The Build Back Better Act (BBBA) that is currently being debated in Congress would phase out the continuous enrollment requirement beginning April 1, 2022. To continue receiving a phased-down enhanced federal match rate, states would be required to follow rules about disenrolling people that could help to reduce rates of churn. For example, states could only disenroll individuals who have been enrolled at least 12 consecutive months and must limit eligibility redeterminations to a set proportion of enrollees each month through September 2022. States could not disenroll individuals based on returned mail unless there were at least two failed attempts to contact the individual through at least two modalities (e.g., mail and text messages).

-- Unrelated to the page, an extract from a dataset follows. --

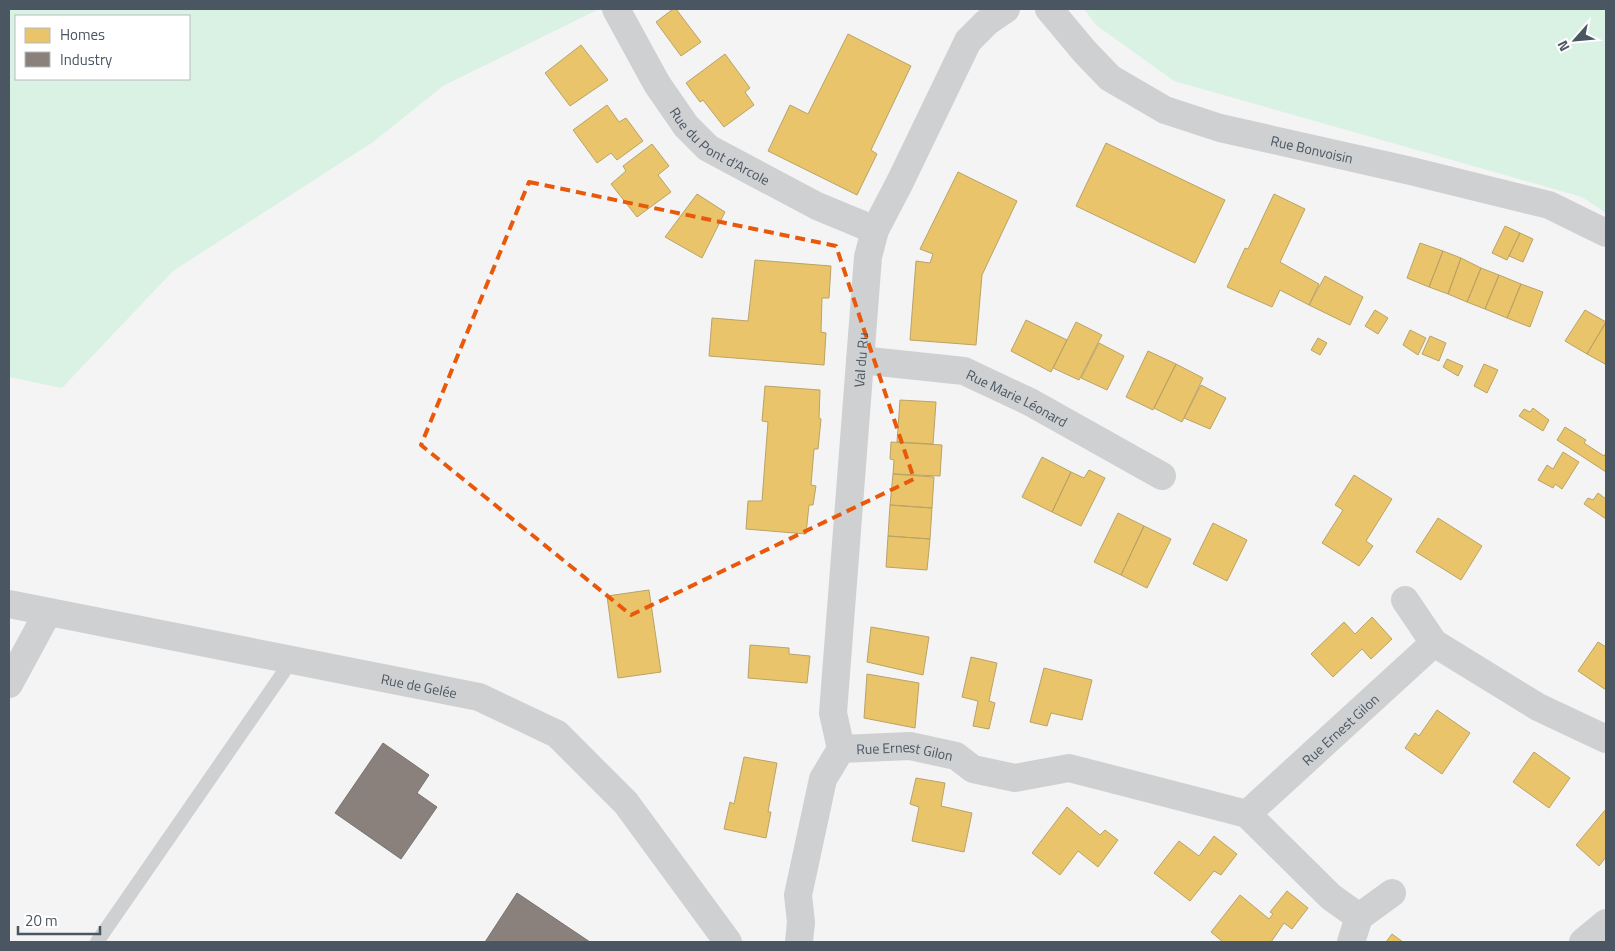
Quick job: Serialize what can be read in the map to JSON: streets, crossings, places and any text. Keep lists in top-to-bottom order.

States would also have to report monthly data on call center statistics (average volume, wait times, and abandonment rates) as well as rates of eligibility renewals, redeterminations, and coverage terminations due to changes in circumstances (e.g., increased income) or due to administrative reasons (e.g., failing to provide required documentation).

Prior to the pandemic, some states had adopted policies and processes to reduce churn and promote continuous coverage. For example, as of January 2020, 35 states account for anticipated income changes, such as recurring seasonable employment or a job change, when determining eligibility at renewal. Some states also use projected annual income for the remainder of the calendar year when determining ongoing eligibility at renewal or when an individual has a potential change in circumstances between renewal periods. States can also implement processes that improve communications with enrollees to help prevent them from losing coverage because they do not receive or respond to notices from the state. Such actions include conducting regular data matches with the U.S. Postal Service National Change of Address Database, working with managed care plans and providers to update enrollees’ address information, and calling enrollees or sending email or text notifications when returned mail from a notice sent to an enrollee is received.

The BBBA would require states to implement 12-month continuous coverage for children and postpartum individuals. States have the option to provide 12 months of continuous coverage for children. Under this option, states allow a child to remain enrolled for a full year unless the child ages out of coverage, moves out of state, voluntarily withdraws, or does not make premium payments. As such, 12-month continuous eligibility eliminates coverage gaps due to fluctuations in income over the course of the year. A recent MACPAC analysis found that states with 12-month continuous coverage for children had lower rates of churn among children enrolled in Medicaid and CHIP compared to states without this policy. Currently, 34 states provide 12-month continuous eligibility to at least some children in either Medicaid or CHIP. The Build Back Better Act would require states to extend 12-month continuous coverage for children in Medicaid and CHIP and would also require 12-month continuous coverage for postpartum individuals, a change from the current requirement of 60-day postpartum coverage.